Researchers have discovered a new approach to examining changes in the DNA replication process in laboratory conditions, utilizing genetically modified yeast. This innovative method provides a clearer perspective compared to existing drug-based techniques used to investigate cell cycle arrest, an essential mechanism for addressing cancer and genetic disorders.
Researchers at Colorado State University have discovered a new method to examine changes during the DNA replication process in lab environments by using genetically modified yeast. This approach offers a clearer perspective compared to current drug-based techniques employed to explore cell cycle arrest, which is a crucial mechanism for treating cancer and genetic disorders.
The results of this research were shared in the Proceedings of the National Academy of Sciences and were spearheaded by Assistant Professor Grant Schauer from the Department of Biochemistry and Molecular Biology at CSU. The study centers around hydroxyurea, a chemotherapy drug often used in clinical settings for cancer treatment, as well as in research where it halts cell development cycles for examination. This halting enables researchers to delve deeper into the complex method of DNA replication that occurs in cells prior to division.
This replication process happens frequently within the body. Nevertheless, complications can arise if the DNA being replicated is altered due to harmful metabolic byproducts, UV radiation, or chemotherapy drugs. When cells experience these issues at critical checkpoints managed biologically, the process is paused to avert any further complications. Hydroxyurea facilitates the investigation of how and when a cell interrupts its replication through activating these checkpoints for exploring the complex biological mechanisms involved.
For many years, it was believed that hydroxyurea worked by stopping the synthesis of DNA building blocks. However, Schauer’s research team observed that the drug was simultaneously generating harmful reactive oxygen species in crucial cell components. Schauer noted that such unintended reactions obscured understanding of the cell’s “kill switch” mechanisms, which are designed to prevent incorrect DNA replication in hostile oxidative conditions.
“Our findings indicate that hydroxyurea interrupts the replication process in a less targeted manner than previously believed,” he explained. “We discovered that oxidation was inhibiting DNA polymerases—enzymes that directly replicate DNA—by attacking iron atoms within these enzymes, rendering them ineffective. This effect lingered even after the drug was removed from the situation.”
To tackle this challenge, the CSU team designed a system that employs genetically modified yeast cells called RNR-deg. This method presents a less toxic and quickly reversible alternative to hydroxyurea for halting the replication process. Given that hydroxyurea is commonly utilized today, this new approach could significantly transform research methodologies regarding cell cycle arrest.
Schauer mentioned that the team utilized flow cytometry to analyze the DNA content and processes within the cells during their research. Funding for this study was provided by the National Institutes of Health, with several undergraduate researchers also playing a role.

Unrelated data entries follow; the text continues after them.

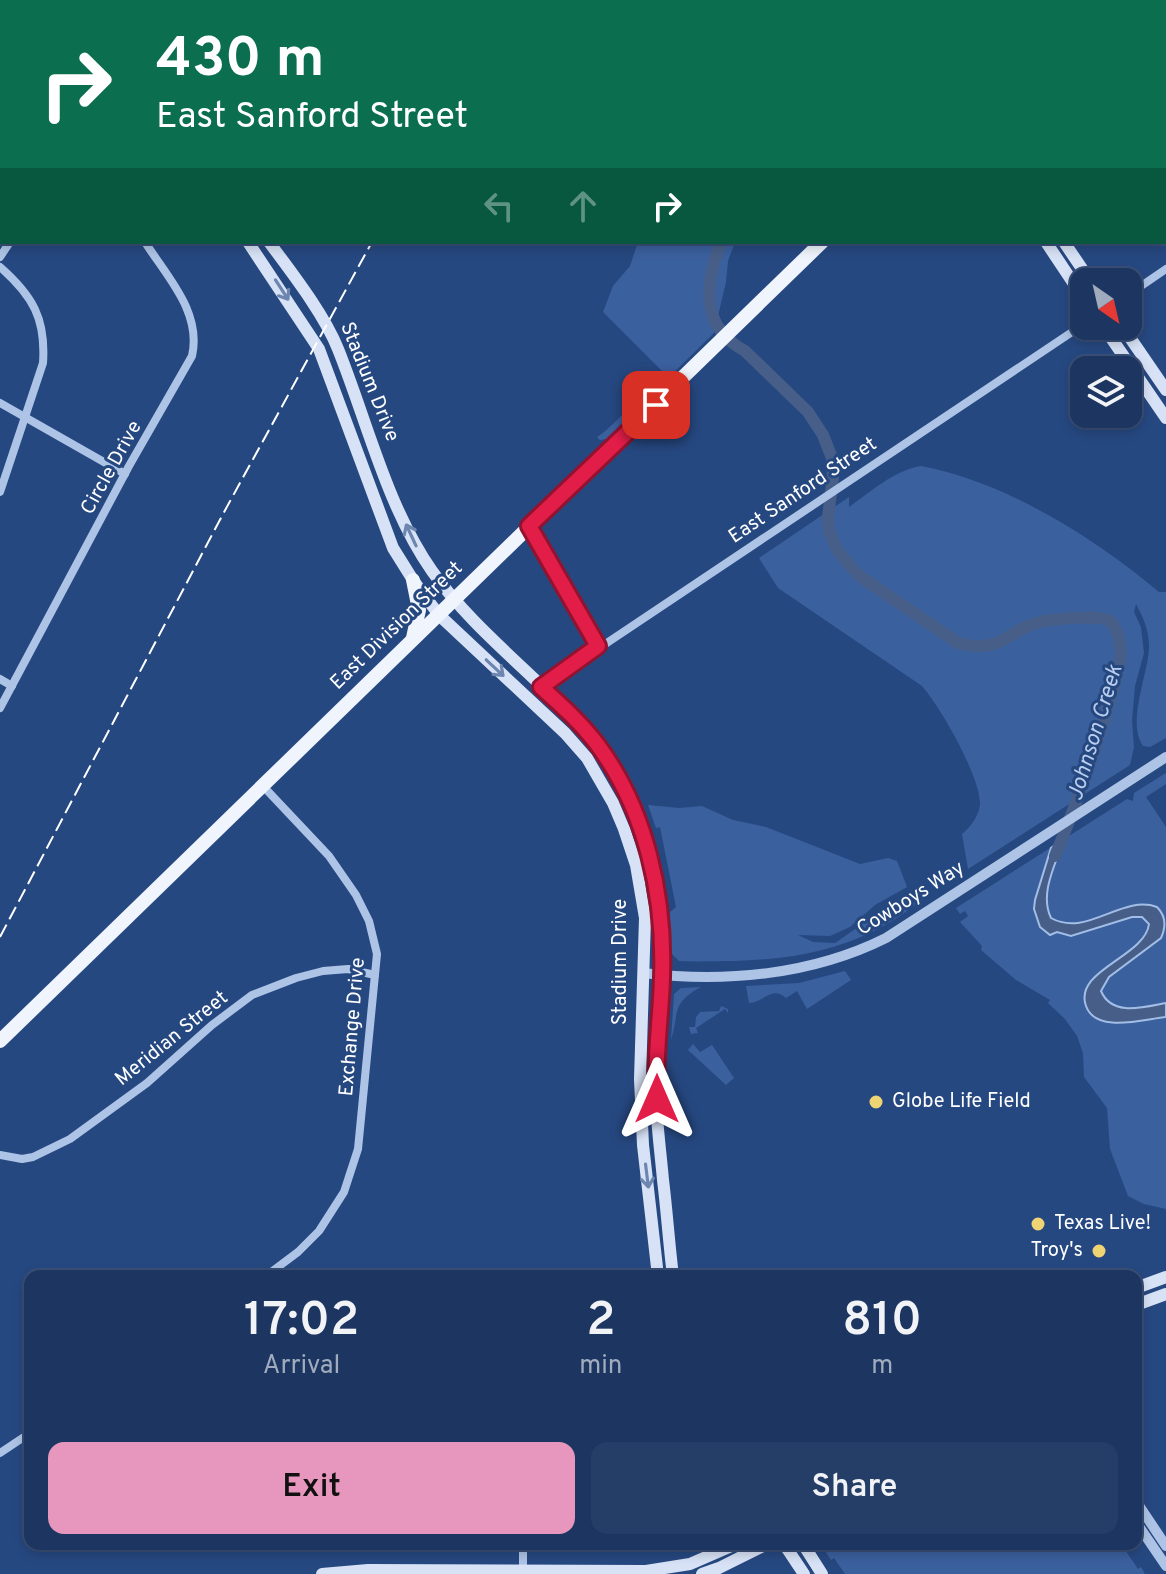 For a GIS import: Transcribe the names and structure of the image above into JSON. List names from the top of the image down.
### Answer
{
  "streets": {
    "main road": ["Stadium Drive", "East Division Street"],
    "street": [
      "Circle Drive",
      "East Sanford Street",
      "Cowboys Way",
      "Exchange Drive",
      "Meridian Street"
    ]
  },
  "crossings": [
    ["Stadium Drive", "East Sanford Street"],
    ["Stadium Drive", "East Division Street"],
    ["Stadium Drive", "Cowboys Way"],
    ["East Division Street", "Exchange Drive"],
    ["Exchange Drive", "Meridian Street"]
  ],
  "water": ["Johnson Creek"],
  "places": ["Globe Life Field", "Texas Live!", "Troy's"],
  "north": "bottom right",
  "page": {
    "turn": ["430 m", "East Sanford Street"],
    "eta": [
      "17:02",
      "Arrival",
      "2",
      "min",
      "810",
      "m"
    ],
    "buttons": ["Exit", "Share"]
  }
}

Hannah Reitman, an undergraduate biochemistry student, contributed to the paper as an author after gathering and evaluating data for the project. She stated that though the lab work felt daunting initially, it turned into an invaluable learning opportunity.
“Working on this project in the lab has taught me numerous techniques and concepts that I wouldn’t have encountered in a lecture,” she shared. “Working in the lab fosters independence and hones excellent problem-solving abilities. These are skills I will continue to develop throughout my career, and I am deeply thankful for this experience.”
Schauer mentioned that the research team intends to pursue this subject further and aims to adapt the technique for use in human cells.
“The RNR-deg yeast strain emerges as a highly promising and possibly superior alternative,” he noted. “It lacks the adverse effects of hydroxyurea that may have obscured our understanding up to now. This is a significant discovery, and I look forward to advancing our research towards potential applications in human cells in the future.”